CAN FD Protocol Differences
Why CAN FD Was Created
By the early 2010s, CAN 2.0B hit two limits:
- Bandwidth: 1 Mbit/s with 8-byte payloads insufficient for BSW updates, OTA, diagnostics, SecOC
- Payload size: 8 bytes forced excessive ISO-TP segmentation for 12–64 byte payloads
Key Differences
| Feature | CAN 2.0B | CAN FD |
|---|---|---|
| Max data payload | 8 bytes | 64 bytes |
| Bit rate (arbitration) | Up to 1 Mbit/s | Up to 1 Mbit/s (same) |
| Bit rate (data phase) | Same as arbitration | Up to 8 Mbit/s |
| DLC values > 8 | Treated as 8 | Map to 12, 16, 20, 24, 32, 48, 64 bytes |
| CRC polynomial | 15-bit | 17-bit or 21-bit |
| FDF bit | Not present | Distinguishes FD from classic |
| BRS bit | Not present | Triggers bit rate switch |
| Backward compatibility | — | FD nodes can receive classic; classic cannot decode FD |
Key Concept: CAN FD uses dual bit rates. Arbitration runs at classic speed (500 kbit/s) so all nodes can participate. After the BRS bit, data phase switches to higher rate (2–5 Mbit/s). After CRC, it switches back.
Migration Considerations
- Hardware: All transceivers must be CAN FD capable (TJA1043, not TJA1050)
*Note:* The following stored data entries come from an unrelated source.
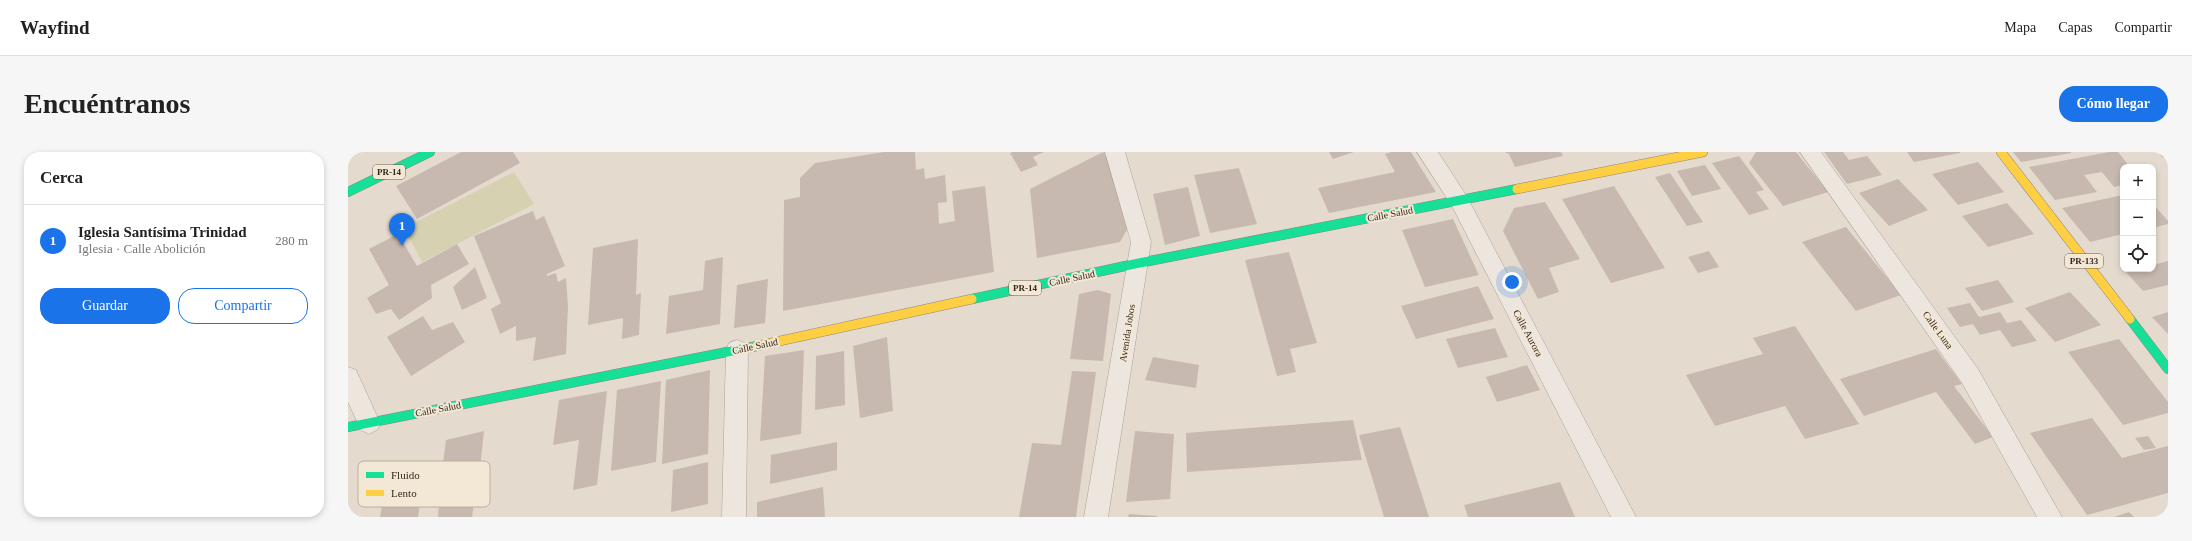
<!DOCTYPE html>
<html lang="es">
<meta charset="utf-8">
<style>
:root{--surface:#fff;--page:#f6f6f6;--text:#222;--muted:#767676;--line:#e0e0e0;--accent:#1a73e8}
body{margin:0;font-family:"Times New Roman",serif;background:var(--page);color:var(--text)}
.controls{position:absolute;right:12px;top:12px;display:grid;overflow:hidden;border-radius:8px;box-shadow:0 2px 6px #0003}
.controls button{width:36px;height:36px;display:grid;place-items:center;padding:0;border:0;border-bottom:1px solid var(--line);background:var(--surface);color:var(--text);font:20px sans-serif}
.you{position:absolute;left:1164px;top:130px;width:14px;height:14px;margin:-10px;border:3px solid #fff;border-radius:50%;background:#1a73e8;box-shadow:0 0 0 6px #1a73e833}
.badge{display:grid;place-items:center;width:26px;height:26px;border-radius:50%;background:var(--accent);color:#fff;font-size:13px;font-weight:700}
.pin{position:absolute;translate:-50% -33px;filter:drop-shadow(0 1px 2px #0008)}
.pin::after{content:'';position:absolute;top:21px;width:14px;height:12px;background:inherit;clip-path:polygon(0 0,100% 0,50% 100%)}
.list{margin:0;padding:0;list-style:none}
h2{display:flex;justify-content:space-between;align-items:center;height:52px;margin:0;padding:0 16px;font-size:17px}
h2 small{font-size:13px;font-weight:400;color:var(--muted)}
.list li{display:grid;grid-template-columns:26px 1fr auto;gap:12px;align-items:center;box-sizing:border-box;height:72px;padding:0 16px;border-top:1px solid var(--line)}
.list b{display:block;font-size:15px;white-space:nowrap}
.list p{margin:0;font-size:13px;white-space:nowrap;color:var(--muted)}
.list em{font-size:13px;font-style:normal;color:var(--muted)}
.actions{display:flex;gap:8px;padding:12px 16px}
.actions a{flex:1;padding:9px 0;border:1px solid var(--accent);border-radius:16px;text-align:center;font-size:14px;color:var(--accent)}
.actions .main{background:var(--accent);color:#fff}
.icon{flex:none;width:22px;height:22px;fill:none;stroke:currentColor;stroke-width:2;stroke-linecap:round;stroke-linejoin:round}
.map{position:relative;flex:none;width:1820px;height:365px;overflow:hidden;border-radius:16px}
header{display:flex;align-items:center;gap:24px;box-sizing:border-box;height:56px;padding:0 20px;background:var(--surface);border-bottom:1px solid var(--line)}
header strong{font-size:19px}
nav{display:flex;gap:22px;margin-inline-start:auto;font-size:14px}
.intro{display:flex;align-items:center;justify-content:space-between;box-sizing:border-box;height:96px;padding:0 24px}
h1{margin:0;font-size:28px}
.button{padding:10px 18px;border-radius:16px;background:var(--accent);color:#fff;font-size:14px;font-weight:700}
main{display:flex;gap:24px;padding:0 24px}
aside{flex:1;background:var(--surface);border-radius:16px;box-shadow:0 2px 6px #0003}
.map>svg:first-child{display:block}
</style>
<header>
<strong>Wayfind</strong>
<nav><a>Mapa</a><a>Capas</a><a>Compartir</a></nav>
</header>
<div class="intro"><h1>Encuéntranos</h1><a class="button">Cómo llegar</a></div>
<main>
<aside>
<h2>Cerca<small></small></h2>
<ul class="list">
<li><span class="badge">1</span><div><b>Iglesia Santísima Trinidad</b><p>Iglesia · Calle Abolición</p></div><em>280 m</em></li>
</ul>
<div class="actions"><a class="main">Guardar</a><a>Compartir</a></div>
</aside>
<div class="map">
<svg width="1820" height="365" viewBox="0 0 1820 365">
<rect width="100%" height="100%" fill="#e4dbce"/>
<path fill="#d5d1b1" d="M 166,20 L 186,52 L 74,110 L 56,76 Z"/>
<path fill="#c7b9af" d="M 113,0 L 165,0 L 172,11 L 69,67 L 48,34 Z
M 536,0 L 567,0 L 568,18 L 576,16 L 577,27 L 597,23 L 599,50 L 590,51 L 591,72 L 607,69 L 604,39 L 637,34 L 646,120 L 435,159 L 436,48 L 452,45 L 452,26 L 467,11 Z
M 665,0 L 696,0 L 685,5 L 690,13 L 673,20 L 662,1 Z
M 755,0 L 761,10 L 784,69 L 772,90 L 689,106 L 682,37 Z
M 981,0 L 1006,0 L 985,7 Z
M 1043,0 L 1063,0 L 1088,40 L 981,61 L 970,36 L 1047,20 L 1037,2 Z
M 1157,0 L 1213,0 L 1215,4 L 1167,15 L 1161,2 Z
M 1408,0 L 1448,0 L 1480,40 L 1435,54 L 1401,11 Z
M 1476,0 L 1495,0 L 1501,8 L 1519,4 L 1534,23 L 1499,32 Z
M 1559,0 L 1612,0 L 1612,1 L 1566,10 Z
M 1665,0 L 1723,0 L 1723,1 L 1673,10 Z
M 1761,0 L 1770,0 L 1782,15 L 1775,15 L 1775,33 L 1766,35 L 1754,20 L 1736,23 L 1749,40 L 1707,48 L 1681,15 Z
M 1810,0 L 1820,0 L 1820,5 L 1815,6 Z
M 1391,4 L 1416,38 L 1408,40 L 1421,57 L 1401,63 L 1364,11 Z
M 1630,10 L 1656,40 L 1610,53 L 1584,22 Z
M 1357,13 L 1373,37 L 1344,44 L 1329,19 Z
M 891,16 L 909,72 L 862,81 L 846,23 Z
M 1322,21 L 1355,70 L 1339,74 L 1307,25 Z
M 1550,27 L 1580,58 L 1541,74 L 1511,41 Z
M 1266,34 L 1317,116 L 1263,131 L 1214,47 Z
M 840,35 L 852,84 L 817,93 L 805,42 Z
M 1775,43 L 1775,82 L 1742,90 L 1714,56 Z
M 1197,50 L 1232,107 L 1201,116 L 1211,140 L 1190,147 L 1155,79 L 1166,56 Z
M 1659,51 L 1686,82 L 1640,95 L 1614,64 Z
M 1805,52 L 1820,69 L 1820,72 L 1805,76 Z
M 185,59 L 188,68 L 196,64 L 217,114 L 199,122 L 199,124 L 208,121 L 210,130 L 218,126 L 220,154 L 218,202 L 185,209 L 188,185 L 168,189 L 168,174 L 152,182 L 143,157 L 153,151 L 126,84 Z
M 1105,67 L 1131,123 L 1077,135 L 1054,78 Z
M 1498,75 L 1553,143 L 1508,159 L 1454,90 Z
M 50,82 L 69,114 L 109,92 L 121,112 L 83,133 L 84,146 L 51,168 L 43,157 L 28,162 L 19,146 L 41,133 L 21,97 Z
M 290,87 L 288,143 L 293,141 L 291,183 L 274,187 L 275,166 L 240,173 L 245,96 Z
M 1361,99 L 1371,115 L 1350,121 L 1340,105 Z
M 941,100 L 969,191 L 942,197 L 948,220 L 929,224 L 897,108 Z
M 375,105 L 372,172 L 318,182 L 321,144 L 355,138 L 357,109 Z
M 1820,109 L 1820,133 L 1795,139 L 1778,120 L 1788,117 L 1805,117 L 1805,113 Z
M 127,115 L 139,146 L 114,158 L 105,135 Z
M 420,127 L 417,171 L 386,176 L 389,133 Z
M 1650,128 L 1666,150 L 1634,159 L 1617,136 Z
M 1130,134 L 1146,167 L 1068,187 L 1053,154 Z
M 750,138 L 763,142 L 755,209 L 722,207 L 731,142 Z
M 1722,140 L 1753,173 L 1707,190 L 1677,156 Z
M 1622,151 L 1631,165 L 1652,160 L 1659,171 L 1673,168 L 1689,189 L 1664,195 L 1652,178 L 1632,183 L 1625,172 L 1612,175 L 1599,156 Z
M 1820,160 L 1820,182 L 1804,165 Z
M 75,164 L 84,178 L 105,170 L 117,190 L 63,224 L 39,185 Z
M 1447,174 L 1511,272 L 1457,287 L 1437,254 L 1367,274 L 1338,223 L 1415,202 L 1405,186 Z
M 1147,176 L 1160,205 L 1110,216 L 1098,187 Z
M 539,185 L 545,259 L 512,266 L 505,194 Z
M 1771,187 L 1820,250 L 1820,261 L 1775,273 L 1720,200 Z
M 1588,197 L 1614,232 L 1606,234 L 1645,285 L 1627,292 L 1588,240 L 1516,264 L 1492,227 Z
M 456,198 L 453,282 L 412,289 L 417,204 Z
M 496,199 L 497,253 L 467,258 L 468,204 Z
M 805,205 L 851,213 L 848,236 L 797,228 Z
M 1179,213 L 1192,238 L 1149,250 L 1138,225 Z
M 362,218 L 360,302 L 314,312 L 318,228 Z
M 724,219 L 748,220 L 728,365 L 671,365 L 684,291 L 713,293 Z
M 313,229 L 308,310 L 263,319 L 269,238 Z
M 259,239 L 249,333 L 225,338 L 231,288 L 205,293 L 211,248 Z
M 1744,266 L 1774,306 L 1820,294 L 1820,341 L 1739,363 L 1682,281 Z
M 1005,268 L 1014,308 L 839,320 L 838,281 Z
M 1052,275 L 1081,365 L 1036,365 L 1011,283 Z
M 136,279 L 130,334 L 91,343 L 98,288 Z
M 787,279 L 826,282 L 822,347 L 778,350 Z
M 1800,284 L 1808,296 L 1796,298 L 1787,286 Z
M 489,290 L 489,318 L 422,332 L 423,303 Z
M 78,310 L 70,365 L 32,365 L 40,319 Z
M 360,310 L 360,352 L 323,360 L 325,318 Z
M 1212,330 L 1227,365 L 1120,365 L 1116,353 Z
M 475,335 L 477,365 L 409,365 L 409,350 Z
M 127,344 L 124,365 L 90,365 L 91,353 Z
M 1781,360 L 1786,365 L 1766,365 Z
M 781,362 L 809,364 L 809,365 L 780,365 Z"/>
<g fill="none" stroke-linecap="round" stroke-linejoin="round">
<g stroke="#a9a097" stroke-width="1">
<path id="street" d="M 757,0 L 777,0 L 803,90 L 760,365 L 736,365 L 783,90 Z
M 1069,0 L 1090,0 L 1118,43 L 1288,365 L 1263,365 L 1104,54 Z
M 1452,0 L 1473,0 L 1630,217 L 1714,365 L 1689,365 L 1614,231 Z
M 389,188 L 397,191 L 400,198 L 398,365 L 374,365 L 378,198 L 381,191 Z
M 0,215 L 8,218 L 29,264 L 33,271 L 29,278 L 21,282 L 13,278 L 0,250 Z"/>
</g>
<g stroke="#8e867e" stroke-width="10">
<path id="fast" d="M 0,40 L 82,0
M 624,147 L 791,111 L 1169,37
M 1782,167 L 1820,217
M 0,275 L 409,194"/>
</g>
<g stroke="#8e867e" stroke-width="10">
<path id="slow" d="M 1653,0 L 1782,167
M 1169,37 L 1355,0
M 409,194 L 624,147"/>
</g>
<use href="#street" fill="#ece6df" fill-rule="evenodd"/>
<use href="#fast" stroke="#16e098" stroke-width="9"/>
<use href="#slow" stroke="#ffcf43" stroke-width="9"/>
</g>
<g text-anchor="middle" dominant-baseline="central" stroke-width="4" stroke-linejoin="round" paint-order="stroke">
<g fill="#f3e7d5" stroke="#6f6156" stroke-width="1">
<rect x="25" y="13" width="32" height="14" rx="3"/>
<rect x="1717" y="102" width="38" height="14" rx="3"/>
<rect x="661" y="129" width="32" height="14" rx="3"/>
</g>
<g font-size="9" font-weight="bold" fill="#37281f">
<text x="41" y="20">PR-14</text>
<text x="1736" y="109">PR-133</text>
<text x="677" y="136">PR-14</text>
</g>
<g font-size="10" fill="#37281f" stroke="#f3e7d5">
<text transform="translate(1042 62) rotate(-11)">Calle Salud</text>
<text transform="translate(724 126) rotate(-12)">Calle Salud</text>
<text transform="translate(1590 178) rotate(54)">Calle Luna</text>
<text transform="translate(779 181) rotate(-81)">Avenida Jobos</text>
<text transform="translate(1180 181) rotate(62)">Calle Aurora</text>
<text transform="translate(407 194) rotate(-12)">Calle Salud</text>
<text transform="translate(90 257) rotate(-11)">Calle Salud</text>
</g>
</g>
<rect x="10" y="309" width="132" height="46" rx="6" fill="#f3e7d5" stroke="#bbae9e" stroke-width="1"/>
<rect x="18" y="320" width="18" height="6" fill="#16e098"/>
<rect x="18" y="338" width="18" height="6" fill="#ffcf43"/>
<g font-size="11" fill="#37281f">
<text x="43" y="327">Fluido</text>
<text x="43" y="345">Lento</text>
</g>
</svg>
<div class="controls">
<button>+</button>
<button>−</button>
<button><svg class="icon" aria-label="locate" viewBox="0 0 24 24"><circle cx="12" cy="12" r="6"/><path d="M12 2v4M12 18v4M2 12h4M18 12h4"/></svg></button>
</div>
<div class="you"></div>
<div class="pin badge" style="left:54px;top:94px">1</div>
</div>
</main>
- MCU: CAN controller must support FD (MCAN, FlexCAN). Most 2018+ MCUs include this.
- Wiring: Existing cable works up to 2 Mbit/s. 5 Mbit/s+ tightens topology constraints.
- Software: CAN drivers need 64-byte buffers. DBC files need updating. ISO-TP may become unnecessary for many transfers.
Common Mistake: You cannot mix classic CAN and CAN FD transmissions on the same bus. A classic node interprets the FDF bit as a form error and sends an Error Frame. Migration must be all-or-nothing per bus segment.